▶ _TASK REQUIREMENTS_
Provide the number of lines below that include "stream", without any other words.

--- START ---

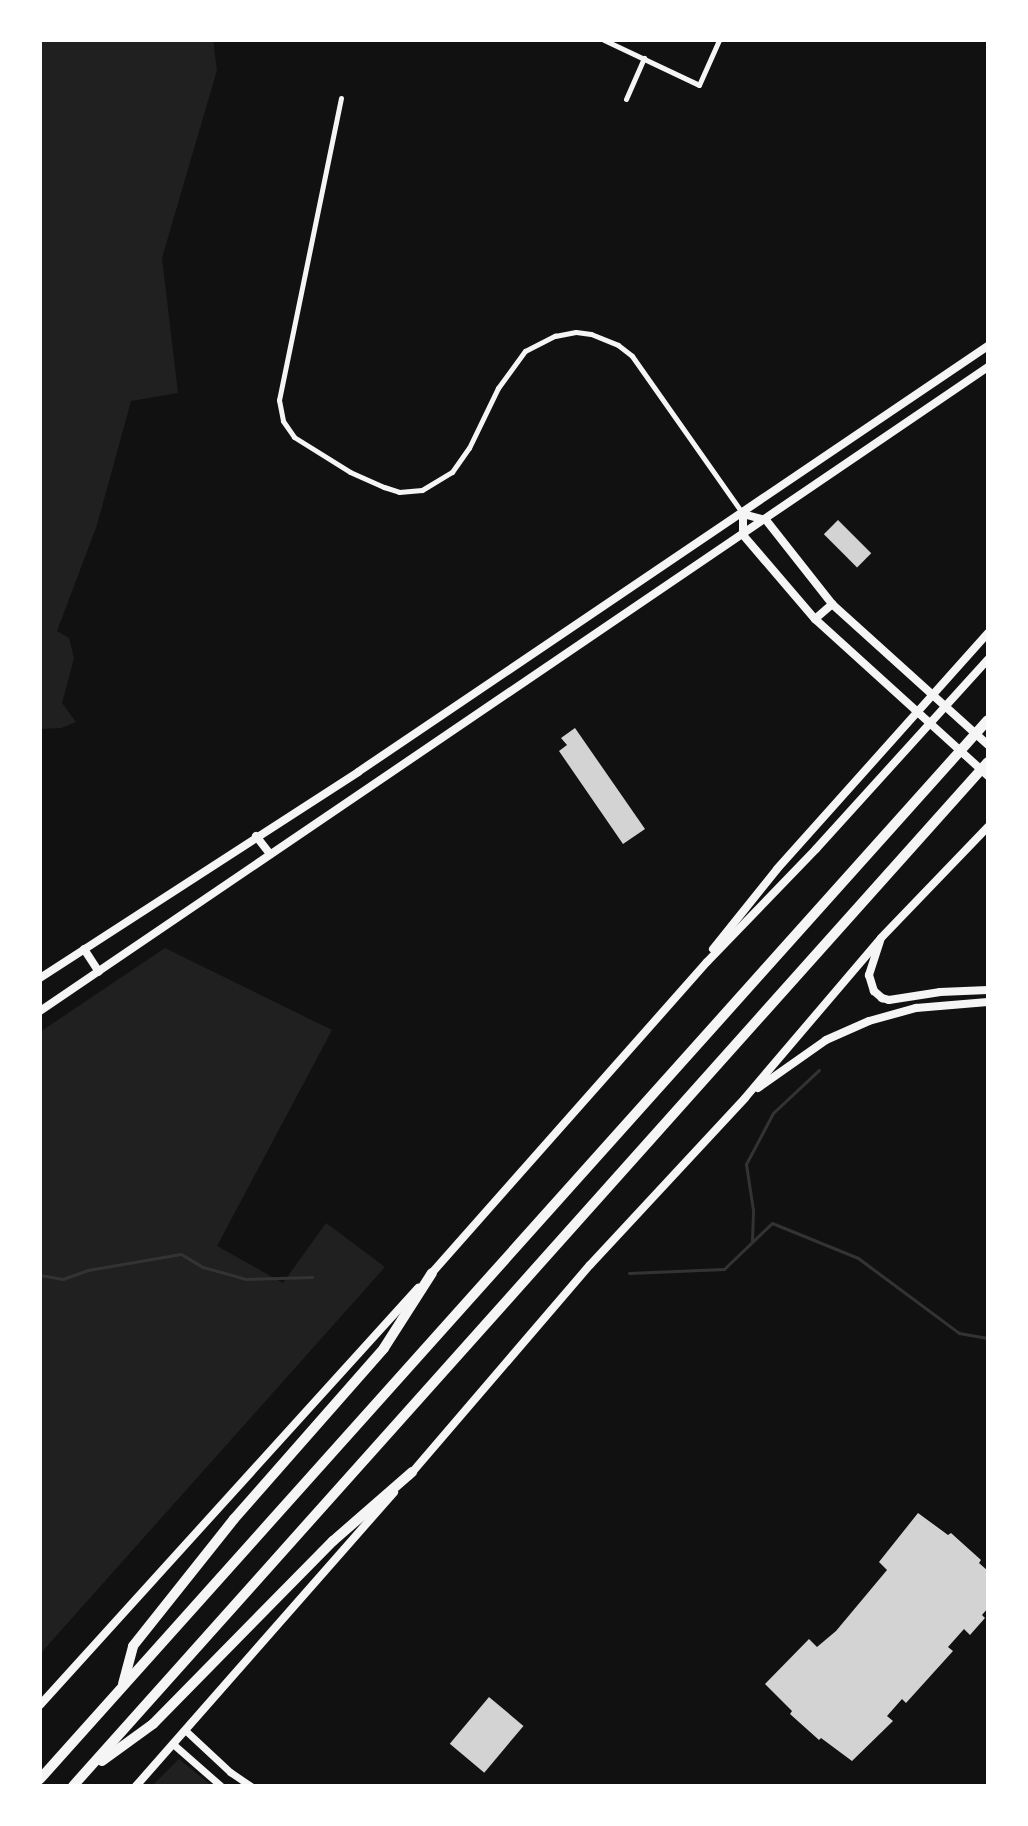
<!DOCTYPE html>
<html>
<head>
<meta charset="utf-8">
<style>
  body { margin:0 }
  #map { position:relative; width:1028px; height:1826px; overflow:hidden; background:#111; font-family:Overpass,sans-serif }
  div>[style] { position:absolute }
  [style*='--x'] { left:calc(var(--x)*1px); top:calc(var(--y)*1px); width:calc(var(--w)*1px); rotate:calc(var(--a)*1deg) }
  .green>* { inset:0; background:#202020 }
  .stream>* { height:3px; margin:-1.5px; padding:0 1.5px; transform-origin:1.5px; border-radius:1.5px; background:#333 }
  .building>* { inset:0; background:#d3d3d3; transform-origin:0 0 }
  .minor>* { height:5px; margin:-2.5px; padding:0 2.5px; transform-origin:2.5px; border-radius:2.5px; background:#f5f5f5 }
  .tertiary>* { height:7px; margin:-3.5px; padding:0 3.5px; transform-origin:3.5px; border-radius:3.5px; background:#f5f5f5 }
  .secondary>* { height:8px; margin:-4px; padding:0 4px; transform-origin:4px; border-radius:4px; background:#f5f5f5 }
  .motorway>* { height:10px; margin:-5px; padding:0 5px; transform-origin:5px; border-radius:5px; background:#f5f5f5 }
  span { translate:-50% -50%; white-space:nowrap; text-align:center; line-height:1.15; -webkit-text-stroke:7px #fff; paint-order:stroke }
  .frame { position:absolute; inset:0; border:42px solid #fff; pointer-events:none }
</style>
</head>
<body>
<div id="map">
  <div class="green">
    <div style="clip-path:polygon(40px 40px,213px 40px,217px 70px,162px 258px,178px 393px,131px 401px,97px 525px,57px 631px,69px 638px,74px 658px,62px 703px,76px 722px,61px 728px,40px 729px)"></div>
    <div style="clip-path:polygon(165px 948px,332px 1030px,217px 1246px,283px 1283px,326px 1223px,385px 1267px,40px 1654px,40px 1032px)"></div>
    <div style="clip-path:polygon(179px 1759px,212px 1786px,152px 1786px)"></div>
  </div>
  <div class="stream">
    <div style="--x:752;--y:1241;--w:31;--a:-88"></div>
    <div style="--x:753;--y:1210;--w:47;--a:-98.7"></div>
    <div style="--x:746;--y:1164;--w:58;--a:-62.1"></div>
    <div style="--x:773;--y:1113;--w:63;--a:-43.1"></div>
    <div style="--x:629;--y:1273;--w:95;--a:-2.4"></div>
    <div style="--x:724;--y:1269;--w:66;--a:-43.8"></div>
    <div style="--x:772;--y:1223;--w:93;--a:22.1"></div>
    <div style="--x:858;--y:1258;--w:126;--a:36.6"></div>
    <div style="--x:959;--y:1333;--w:29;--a:10"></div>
    <div style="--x:40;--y:1275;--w:23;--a:10"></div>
    <div style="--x:63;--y:1279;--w:27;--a:-20"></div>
    <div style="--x:88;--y:1270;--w:94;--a:-9.8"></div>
    <div style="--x:181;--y:1254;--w:26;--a:31"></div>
    <div style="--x:203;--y:1267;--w:45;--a:15.6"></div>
    <div style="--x:246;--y:1279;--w:66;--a:-1.7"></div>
  </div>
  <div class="building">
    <div style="left:838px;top:520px;width:47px;height:20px;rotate:45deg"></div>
    <div style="clip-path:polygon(575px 728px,645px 829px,623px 844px,559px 751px,567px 745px,561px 738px)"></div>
    <div style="clip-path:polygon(918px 1513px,948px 1535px,951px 1533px,981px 1560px,979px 1563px,988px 1571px,988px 1608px,982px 1615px,985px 1618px,970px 1635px,964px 1629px,948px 1647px,953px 1651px,906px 1703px,902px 1699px,887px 1716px,893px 1721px,852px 1761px,821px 1738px,819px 1740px,790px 1714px,792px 1711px,765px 1684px,809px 1639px,817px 1647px,836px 1631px,887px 1570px,879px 1562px)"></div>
    <div style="left:489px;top:1697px;width:45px;height:61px;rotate:40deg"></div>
  </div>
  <div class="minor">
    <div style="--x:604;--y:40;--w:105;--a:25.3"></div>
    <div style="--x:699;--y:85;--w:49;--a:-66"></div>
    <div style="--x:341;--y:98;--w:308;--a:101.6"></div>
    <div style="--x:279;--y:400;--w:21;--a:79"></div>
    <div style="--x:283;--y:421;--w:19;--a:55"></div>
    <div style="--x:294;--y:437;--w:66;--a:32"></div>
    <div style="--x:350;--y:472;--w:37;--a:24"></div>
    <div style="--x:384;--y:487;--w:16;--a:18"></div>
    <div style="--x:399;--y:492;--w:23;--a:-5"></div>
    <div style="--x:422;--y:490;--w:35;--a:-31"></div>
    <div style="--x:452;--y:472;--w:29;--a:-55"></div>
    <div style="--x:469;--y:448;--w:67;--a:-64.2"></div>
    <div style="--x:498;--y:388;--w:46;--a:-53.9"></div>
    <div style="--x:525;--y:351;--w:34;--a:-27"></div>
    <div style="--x:555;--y:336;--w:21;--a:-11"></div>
    <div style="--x:576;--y:332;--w:15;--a:8"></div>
    <div style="--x:591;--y:334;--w:29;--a:22"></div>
    <div style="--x:618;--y:345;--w:18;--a:38"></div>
    <div style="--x:632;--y:356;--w:193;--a:54.9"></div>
    <div style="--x:626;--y:99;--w:45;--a:-66.3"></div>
  </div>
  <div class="tertiary">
    <div style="--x:185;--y:1730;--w:62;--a:43"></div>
    <div style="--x:230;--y:1772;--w:25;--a:34"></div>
    <div style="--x:173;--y:1744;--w:64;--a:41.2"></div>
  </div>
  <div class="secondary">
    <div style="--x:743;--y:514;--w:21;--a:90"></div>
    <div style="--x:743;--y:535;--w:111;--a:49.4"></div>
    <div style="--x:815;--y:619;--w:234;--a:42.2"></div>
    <div style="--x:743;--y:514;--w:24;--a:15"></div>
    <div style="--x:766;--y:520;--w:107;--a:51.8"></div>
    <div style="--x:832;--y:604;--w:210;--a:42.1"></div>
    <div style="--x:815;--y:619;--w:23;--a:-41"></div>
    <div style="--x:256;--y:836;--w:23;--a:52"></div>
    <div style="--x:880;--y:941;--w:36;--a:108"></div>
    <div style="--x:869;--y:975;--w:17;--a:73"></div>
    <div style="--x:874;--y:991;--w:11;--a:41"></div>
    <div style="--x:882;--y:998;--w:7;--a:16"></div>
    <div style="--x:889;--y:1000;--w:52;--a:-8.9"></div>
    <div style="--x:940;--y:992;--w:48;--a:-2.4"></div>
    <div style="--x:84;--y:949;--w:27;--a:57"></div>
    <div style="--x:713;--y:949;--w:102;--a:-51.3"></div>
    <div style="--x:777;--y:869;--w:317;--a:-48.2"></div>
    <div style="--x:40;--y:978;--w:379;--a:-32.9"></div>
    <div style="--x:358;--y:772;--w:761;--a:-34.07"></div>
    <div style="--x:40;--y:1011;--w:1146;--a:-34.19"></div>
    <div style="--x:758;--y:1088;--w:83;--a:-35.2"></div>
    <div style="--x:826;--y:1040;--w:47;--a:-23.8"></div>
    <div style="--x:869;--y:1021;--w:49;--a:-15.5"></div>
    <div style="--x:916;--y:1008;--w:72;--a:-4.8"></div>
    <div style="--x:430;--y:1275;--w:418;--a:-48.5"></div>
    <div style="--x:707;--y:962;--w:157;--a:-46"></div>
    <div style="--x:816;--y:849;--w:256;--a:-47.8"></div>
    <div style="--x:409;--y:1476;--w:278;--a:-49.4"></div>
    <div style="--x:590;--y:1265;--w:228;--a:-47.1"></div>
    <div style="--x:745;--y:1098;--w:210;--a:-49.6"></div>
    <div style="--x:881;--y:938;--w:154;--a:-46.1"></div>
    <div style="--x:40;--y:1705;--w:563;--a:-47.81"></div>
    <div style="--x:136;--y:1786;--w:391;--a:-48.7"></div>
  </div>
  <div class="motorway">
    <div style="--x:123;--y:1684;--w:39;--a:-75"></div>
    <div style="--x:133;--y:1646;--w:162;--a:-51.5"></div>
    <div style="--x:234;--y:1519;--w:227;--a:-48.7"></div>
    <div style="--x:384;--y:1348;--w:89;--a:-57.4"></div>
    <div style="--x:102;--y:1761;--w:63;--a:-36"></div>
    <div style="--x:153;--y:1724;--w:257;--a:-45.5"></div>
    <div style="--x:333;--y:1541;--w:105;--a:-41.1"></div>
    <div style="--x:40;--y:1779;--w:1421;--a:-48.17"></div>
    <div style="--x:73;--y:1786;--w:1373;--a:-48.22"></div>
  </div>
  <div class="frame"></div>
</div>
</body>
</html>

--- END ---

▶ _PROBLEM SOLUTION_
2